A great deal of the credit for the efficiency of the A type engine must be attributed to the cylinder-head design, which had been evolved by Harry Weslake. Most of the cylinder heads of that period were of simple 'bathtub' design, but Weslake's philosophy was to 'look after the gas'. His cylinder heads incorporated a heart shaped combustion chamber which directed the incoming gas towards the plug. A high gas velocity was maintained into the chamber by running the wall of the chamber very close to the back of the inlet valve. This also created considerable swirl, which seemed to stratify the charge and give a richer mixture near the plug leading to more efficient burning and improved fuel consumption. Using the twin carb setup HS2, HS4, DCOE enhances this short distance added by the balance tube to equalize the pressure between the two carburetors. This is why you see an easier performance transition off the idle circuit. The DCOE carburetor transitions with the aid of accelerator pumps in which the balance tube is not used.

As far as the heat issue, that is a blessing and a curse with the intake and exhaust being on one side. The good points are it keeps the fuel away from any igninition source in case their may be any fuel dripping, also the charging system, starter motor are away from the heat aiding in their efficiency. However heat in it self helps in that it creates an inlet manifold hot spot that added in fuel vaporization that endowed the engine to warm up more quickly. The curse is regulation of this heat, SU or DCOE or DGV inductions. These issues can be corrected with heat insulated shielding keeping temperatures from reaching to high causing vapor lock.
 
Hap, I used the word custom...which it is....not
highly modified...that's another's words.
My understanding is my carbs/intake are stock...just tweeked
by a master's hands. That is what I meant by custom.
:bow:

In any case the ol girl is a real honker wif dem bad boys hangin' off the motor.
:devilgrin:
 
nomad said:
I do however disagree with the engine only seeing the flow from one bore of the twin setup. Both carbs open and are linked albeit thru a torturous manifold.
Kurt.

Kurt,

You might convince yourself by covering/blocking one carb and see if the engine will still run. It won't, I'll die instantly. The balance tube does nothing to supply both intakes, but rather serves to absorb pulses/shock waves between cylinder pulses. Blocking the balance tube will not keep the engine from running and may even run better.
 
If you block one carb won't that just flood the engine and kill it? If you decouple the two carbs (to set the mixture) and close one carb fully it runs fine on the other carb.
BillM
 
Carburetors will absolutely run without a balance tubes regardless of the number of cylinders it is evident that high performance induction systems are more readily adaptable to engines employing one port to each cylinder. Siamese ports obviously rule out any possibility of individual port ramming; they introduce the likelihood of one cylinder robbing its neighbor and in consequence make for imperfect distribution of flow.

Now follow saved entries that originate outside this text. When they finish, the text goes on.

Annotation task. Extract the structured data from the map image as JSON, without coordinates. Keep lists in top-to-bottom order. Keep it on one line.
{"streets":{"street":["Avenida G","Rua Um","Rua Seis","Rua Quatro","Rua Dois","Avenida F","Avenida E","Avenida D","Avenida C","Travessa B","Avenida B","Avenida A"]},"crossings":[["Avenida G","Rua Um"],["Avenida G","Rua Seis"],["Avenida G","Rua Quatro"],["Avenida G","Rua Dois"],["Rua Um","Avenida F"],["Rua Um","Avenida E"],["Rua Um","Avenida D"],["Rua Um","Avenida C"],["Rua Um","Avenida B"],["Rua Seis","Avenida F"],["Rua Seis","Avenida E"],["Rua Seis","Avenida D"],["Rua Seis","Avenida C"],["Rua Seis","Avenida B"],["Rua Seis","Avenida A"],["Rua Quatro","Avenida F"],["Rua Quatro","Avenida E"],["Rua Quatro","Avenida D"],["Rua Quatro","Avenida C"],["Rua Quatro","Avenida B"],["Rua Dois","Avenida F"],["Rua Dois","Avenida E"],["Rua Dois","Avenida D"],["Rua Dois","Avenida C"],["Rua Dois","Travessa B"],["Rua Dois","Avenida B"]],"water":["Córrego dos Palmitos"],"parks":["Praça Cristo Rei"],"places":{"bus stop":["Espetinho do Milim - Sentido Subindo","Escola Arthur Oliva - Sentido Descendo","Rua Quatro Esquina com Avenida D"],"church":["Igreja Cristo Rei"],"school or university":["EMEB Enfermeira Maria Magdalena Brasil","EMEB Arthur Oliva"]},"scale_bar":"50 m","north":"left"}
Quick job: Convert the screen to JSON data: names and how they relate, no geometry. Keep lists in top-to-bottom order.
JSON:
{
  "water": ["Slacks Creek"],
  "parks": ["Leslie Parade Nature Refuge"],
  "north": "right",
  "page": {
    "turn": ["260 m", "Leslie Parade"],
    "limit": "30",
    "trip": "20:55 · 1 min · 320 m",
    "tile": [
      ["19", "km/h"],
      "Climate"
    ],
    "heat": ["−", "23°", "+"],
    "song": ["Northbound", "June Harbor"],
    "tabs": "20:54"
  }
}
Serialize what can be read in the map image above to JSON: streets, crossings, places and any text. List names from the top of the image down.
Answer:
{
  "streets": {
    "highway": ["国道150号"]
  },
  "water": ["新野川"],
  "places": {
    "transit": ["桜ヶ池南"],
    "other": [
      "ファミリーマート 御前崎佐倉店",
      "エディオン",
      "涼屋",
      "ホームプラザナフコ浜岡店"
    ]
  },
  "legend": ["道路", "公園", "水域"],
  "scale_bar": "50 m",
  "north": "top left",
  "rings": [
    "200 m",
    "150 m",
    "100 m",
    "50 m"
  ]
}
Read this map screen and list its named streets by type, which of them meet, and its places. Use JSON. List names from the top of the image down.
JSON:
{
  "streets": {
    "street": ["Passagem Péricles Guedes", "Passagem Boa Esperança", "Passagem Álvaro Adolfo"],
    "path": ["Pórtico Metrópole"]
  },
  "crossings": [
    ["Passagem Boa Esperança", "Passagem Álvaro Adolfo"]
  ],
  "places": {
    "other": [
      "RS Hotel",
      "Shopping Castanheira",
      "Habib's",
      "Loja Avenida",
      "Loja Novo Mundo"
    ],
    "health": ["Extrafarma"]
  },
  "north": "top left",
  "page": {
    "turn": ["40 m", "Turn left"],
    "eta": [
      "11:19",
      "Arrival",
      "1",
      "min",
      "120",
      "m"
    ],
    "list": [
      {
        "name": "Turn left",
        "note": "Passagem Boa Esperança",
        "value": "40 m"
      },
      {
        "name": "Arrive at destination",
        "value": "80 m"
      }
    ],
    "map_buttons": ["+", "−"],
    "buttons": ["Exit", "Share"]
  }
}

An induction system comprising one port and carburetor choke per cylinder is capable of giving perfect distribution, and lends itself to the use of ram pipes which can be tuned to give optimum power at any given engine speed. Whilst it may be possible to raise the overall b.m.e.p. with such a system, it will be found that different lengths of pipe, whilst raising the power locally, may lead to a slight fall off in power at other speeds. You see this set up in the Triumph Bonneville motorcycle which are not utilizing a balance tube.
 
Well obviously a lot of different opinions on the subject. I'm no expert by any means but where ever the british used a multiple SU setup they always used a balance tube between the carbs. I would think that you would get piston flutter if you tryed to run just 2 cylinders off of each carb but the Harley guys loved these carbs for years. For maximum power the DCOE was the winner before fuel injection. Don't know the answer so I will leave as is!

Kurt.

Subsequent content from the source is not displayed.